Così, per Ryman, la luce è costitutiva di un dipinto allo stesso modo di tutti gli altri elementi materiali che entrano nella sua composizione: un'opera è finita solo se è illuminata. Che si tratti di un'illuminazione naturale o artificiale, un'illuminazione soffusa e uniforme deve anche mettere in risalto le opere e le pareti circostanti per integrare completamente il dipinto nel suo spazio.

Epilogo

Dopo quasi sessant'anni di carriera come pittore, Ryman pone fine alla sua attività artistica nel 2011. Tra i suoi ultimi lavori, lascia nell’atelier una serie di otto tele senza titolo, dalle tonalità verdi, arancioni, viola e grigie. Il colore, assente dalle sue prime sperimentazioni negli anni '50, vi torna alla ribalta.

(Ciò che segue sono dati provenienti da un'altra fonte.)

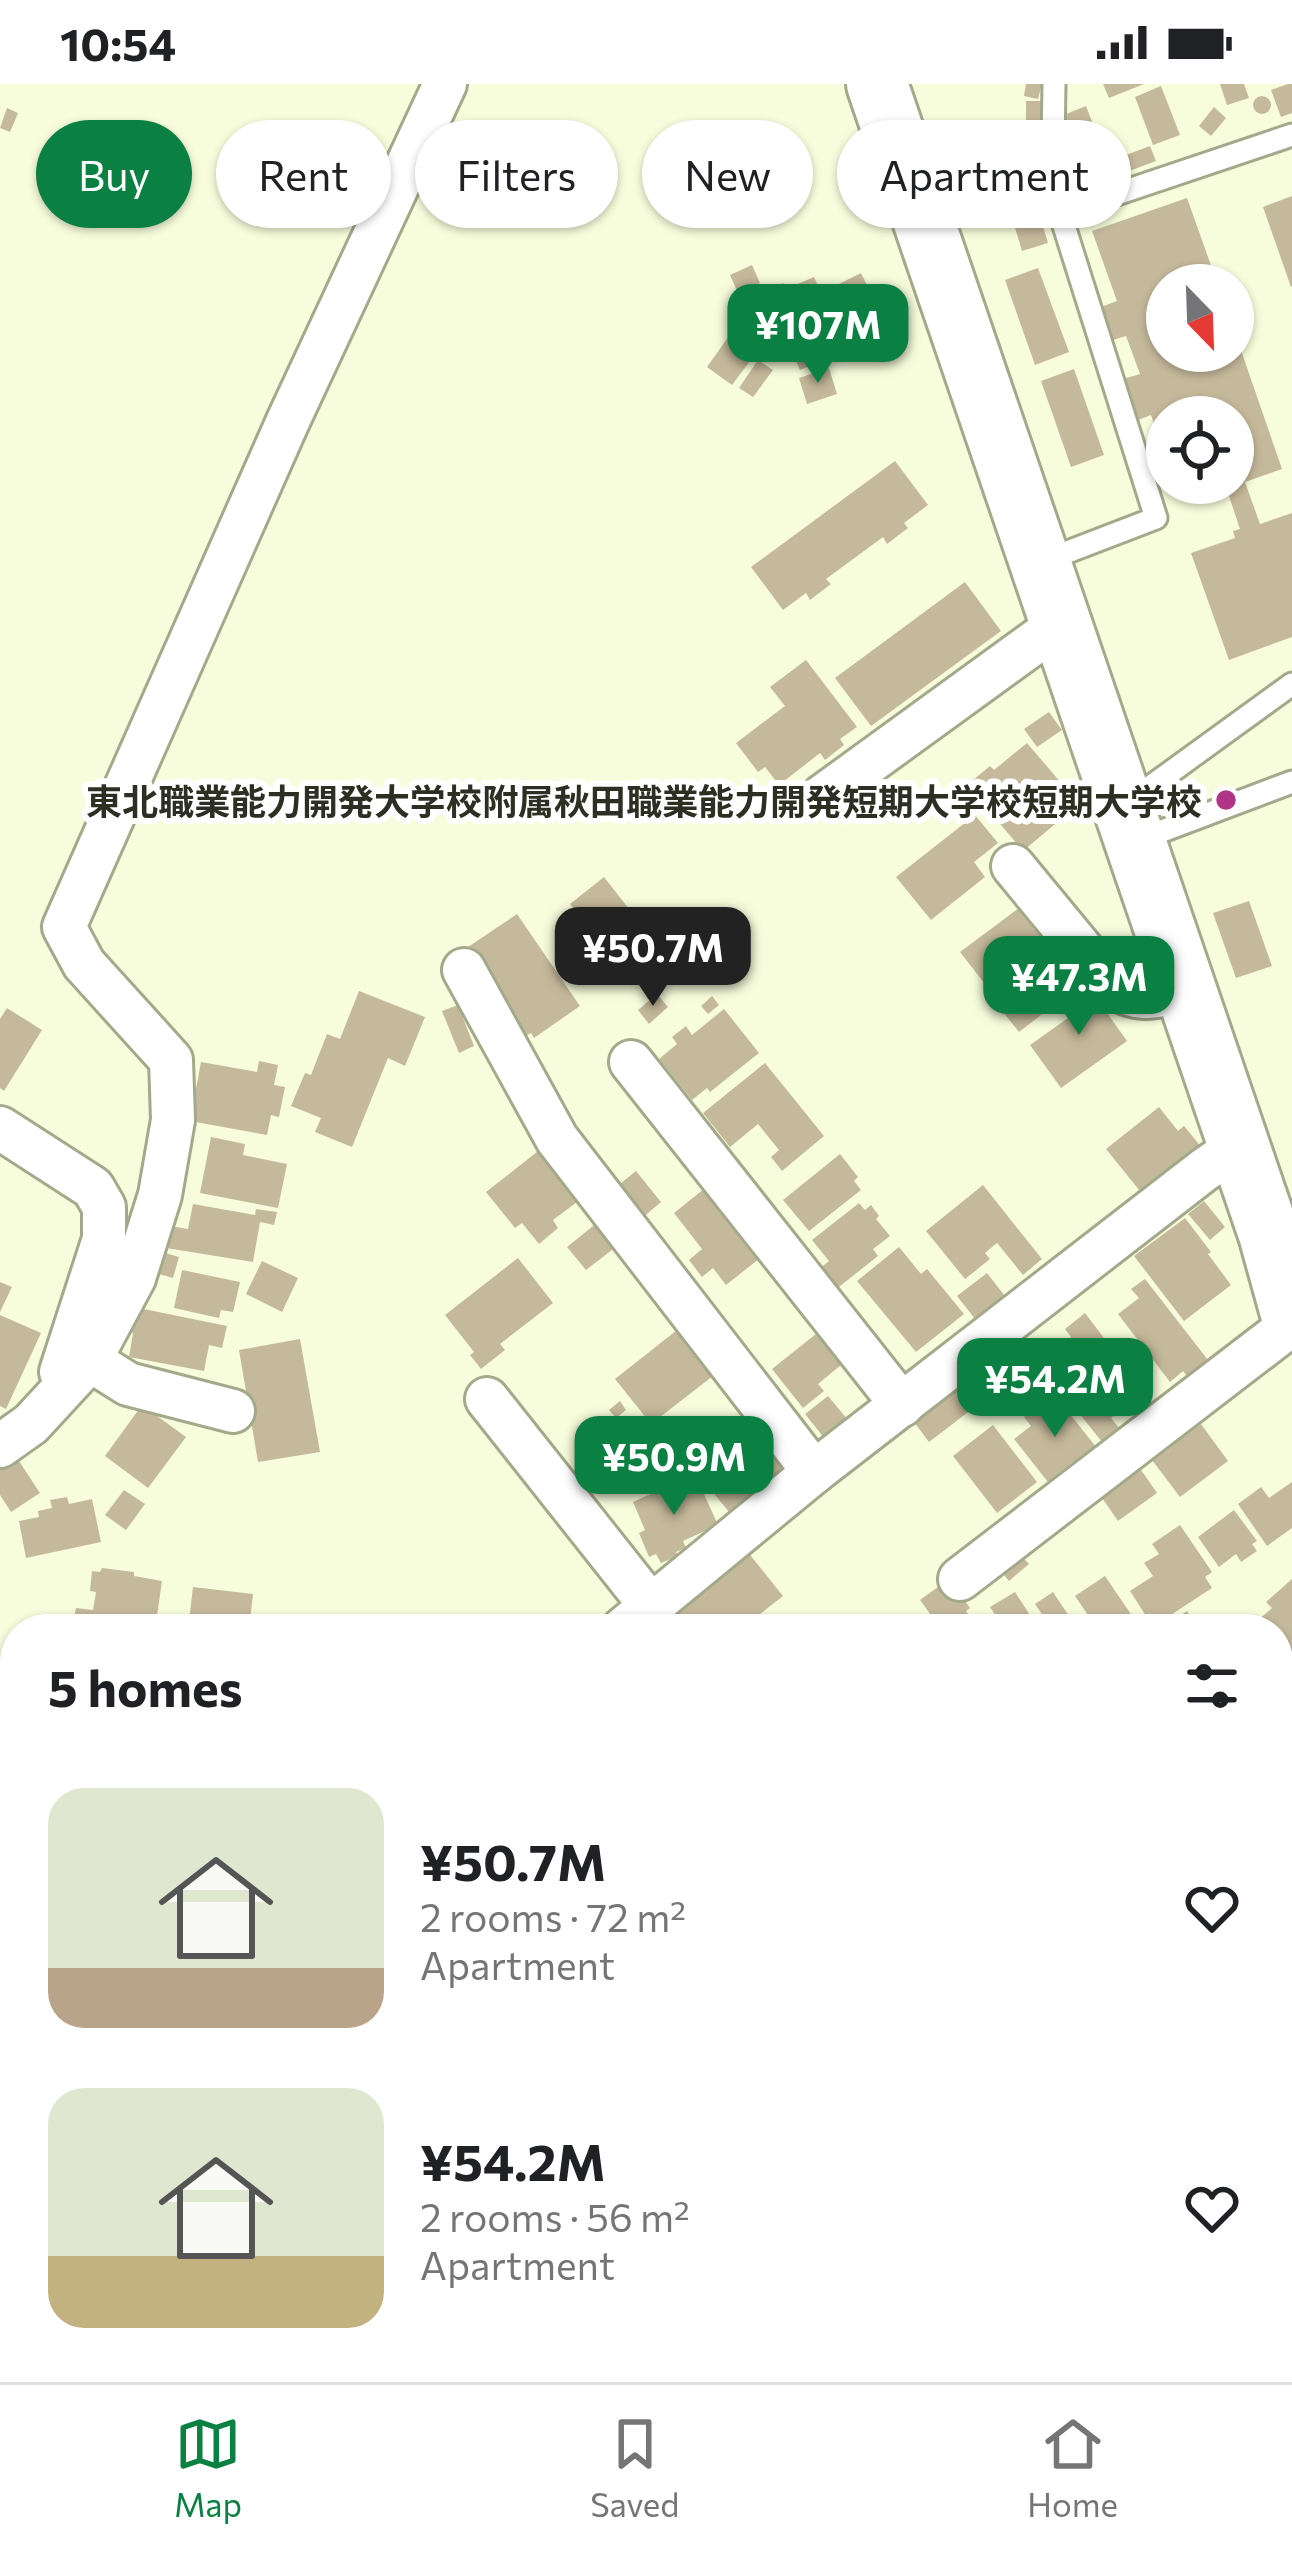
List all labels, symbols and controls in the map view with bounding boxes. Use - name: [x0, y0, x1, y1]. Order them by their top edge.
- text: 10:54: [60, 15, 176, 70]
- chip: Buy: [36, 120, 192, 228]
- chip: Rent: [216, 120, 391, 228]
- chip: Filters: [415, 120, 618, 228]
- chip: New: [642, 120, 813, 228]
- chip: Apartment: [837, 120, 1131, 228]
- north arrow: [1146, 264, 1254, 372]
- map controls: [1146, 264, 1254, 504]
- pin: ¥107M: [734, 284, 902, 386]
- text: ¥107M: [754, 299, 882, 347]
- button: locate: [1146, 396, 1254, 504]
- place label: 東北職業能力開発大学校附属秋田職業能力開発短期大学校短期大学校: [86, 778, 1202, 822]
- marker: 東北職業能力開発大学校附属秋田職業能力開発短期大学校短期大学校: [1213, 787, 1239, 813]
- pin: ¥50.7M: [555, 907, 751, 1009]
- text: ¥50.7M: [582, 922, 724, 970]
- pin: ¥47.3M: [981, 936, 1177, 1038]
- text: ¥47.3M: [1010, 951, 1148, 999]
- pin: ¥54.2M: [957, 1338, 1153, 1440]
- text: ¥54.2M: [984, 1353, 1126, 1401]
- pin: ¥50.9M: [576, 1416, 772, 1518]
- text: ¥50.9M: [602, 1431, 746, 1479]
- icon: filters: [1179, 1653, 1245, 1719]
- text: 5 homes: [48, 1655, 243, 1718]
- text: ¥50.7M: [420, 1829, 606, 1892]
- icon: home: [144, 1836, 288, 1980]
- icon: heart: [1179, 1875, 1245, 1941]
- text: 2 rooms · 72 m²: [420, 1892, 686, 1940]
- text: Apartment: [420, 1940, 615, 1988]
- text: ¥54.2M: [420, 2129, 606, 2192]
- icon: home: [144, 2136, 288, 2280]
- icon: heart: [1179, 2175, 1245, 2241]
- text: 2 rooms · 56 m²: [420, 2192, 690, 2240]
- text: Apartment: [420, 2240, 615, 2288]
- tab: Map: [174, 2411, 242, 2524]
- tab: Saved: [590, 2411, 679, 2524]
- tab: Home: [1027, 2411, 1118, 2524]

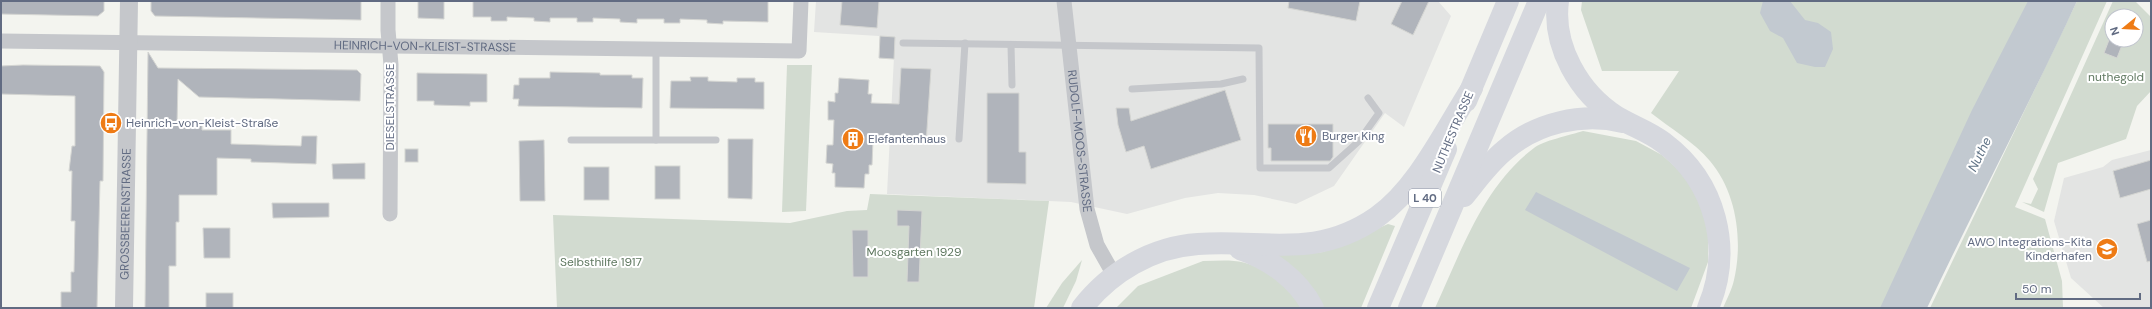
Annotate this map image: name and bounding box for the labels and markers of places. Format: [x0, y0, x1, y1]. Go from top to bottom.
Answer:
bus stop icon: Heinrich-von-Kleist-Straße [98, 110, 124, 136]
place label: Heinrich-von-Kleist-Straße [126, 115, 279, 131]
restaurant icon: Burger King [1293, 123, 1319, 149]
building icon: Elefantenhaus [840, 126, 866, 152]
place label: Burger King [1322, 128, 1385, 144]
place label: Elefantenhaus [868, 131, 946, 147]
place label: AWO Integrations-Kita Kinderhafen [1967, 234, 2092, 264]
school or university icon: AWO Integrations-Kita Kinderhafen [2094, 236, 2120, 262]

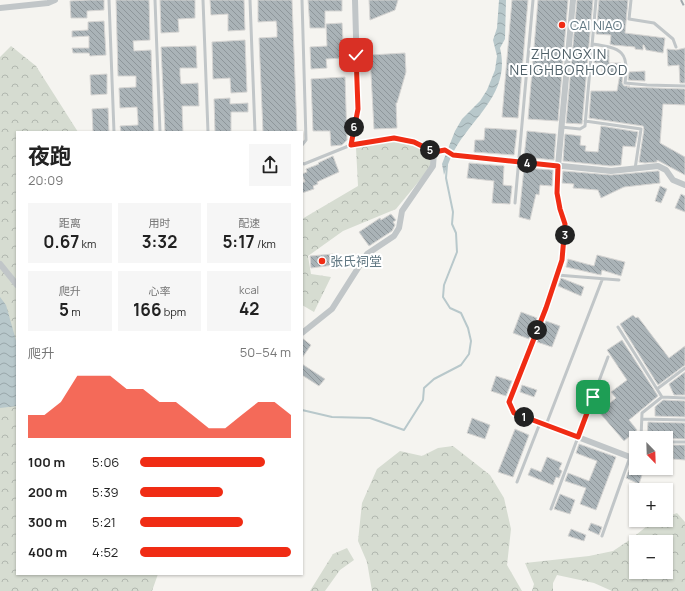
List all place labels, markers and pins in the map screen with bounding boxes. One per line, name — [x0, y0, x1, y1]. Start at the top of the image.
place label: CAI NIAO — [570, 16, 623, 34]
marker: CAI NIAO — [557, 20, 567, 30]
pin — [339, 38, 373, 72]
pin: 6 — [344, 117, 364, 137]
pin: 5 — [420, 140, 440, 160]
pin: 4 — [517, 153, 537, 173]
pin: 3 — [555, 225, 575, 245]
place label: 张氏祠堂 — [330, 252, 382, 270]
marker: 张氏祠堂 — [317, 256, 327, 266]
pin: 2 — [527, 320, 547, 340]
pin — [576, 380, 610, 414]
pin: 1 — [514, 407, 534, 427]

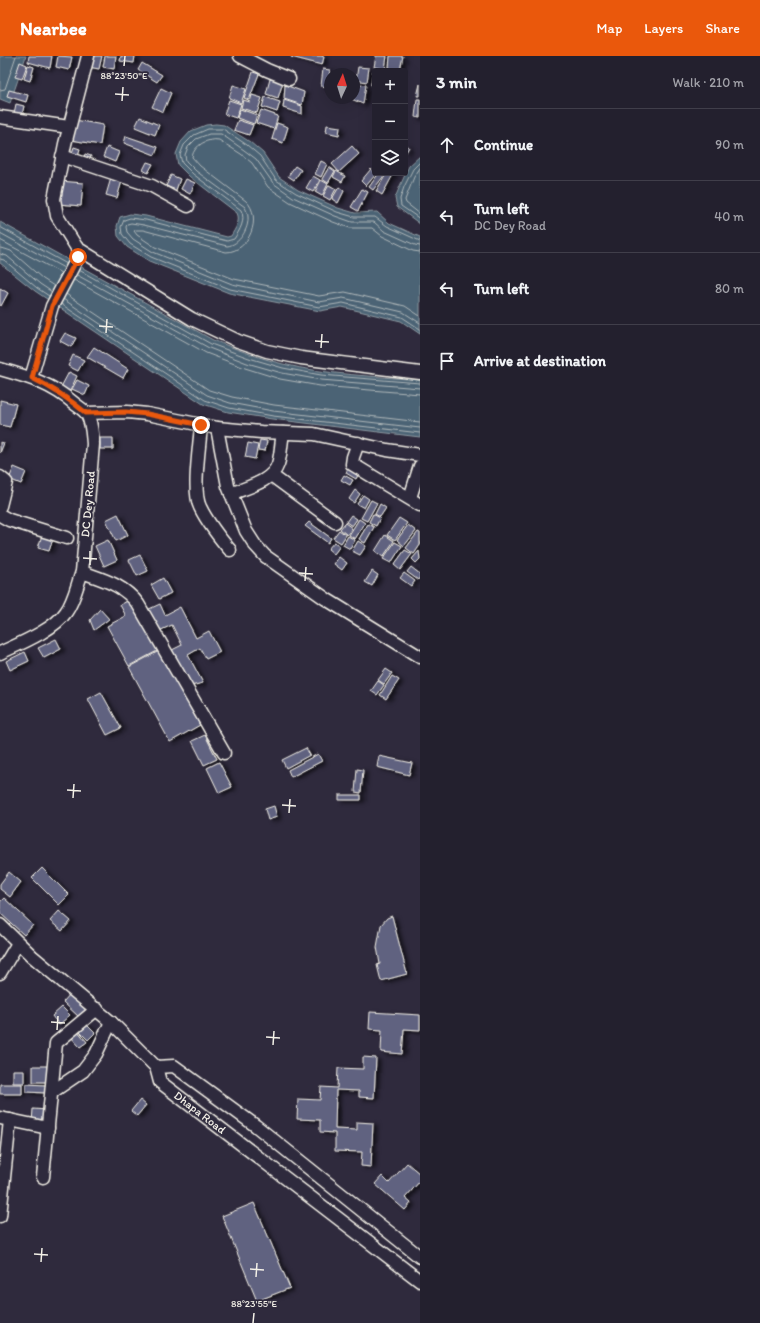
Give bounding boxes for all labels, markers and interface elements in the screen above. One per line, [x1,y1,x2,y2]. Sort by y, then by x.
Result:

Culmine delle sue instancabili ricerche sugli elementi primari della pittura, queste opere aprono una nuova prospettiva sul suo percorso, ma anche sulla storia della pittura in generale. Le continue variazioni da un dipinto all'altro attestano che la pittura sia una disciplina viva, sensibile, eminentemente proteiforme, le cui potenzialità restano, più che mai, da esplorare. Forse è lì che si trova il legame più diretto tra la serie delle Cattedrali o le Ninfee di Monet e le tele di Ryman:  Una pittura frutto di un approccio sensibile, che richiama tanto lo sguardo del pittore quanto quello a cui si rivolge – uno sguardo in atto:«Che sia astratta o figurativa, questo è ciò che è la pittura, questo è ciò che fa», confida Ryman.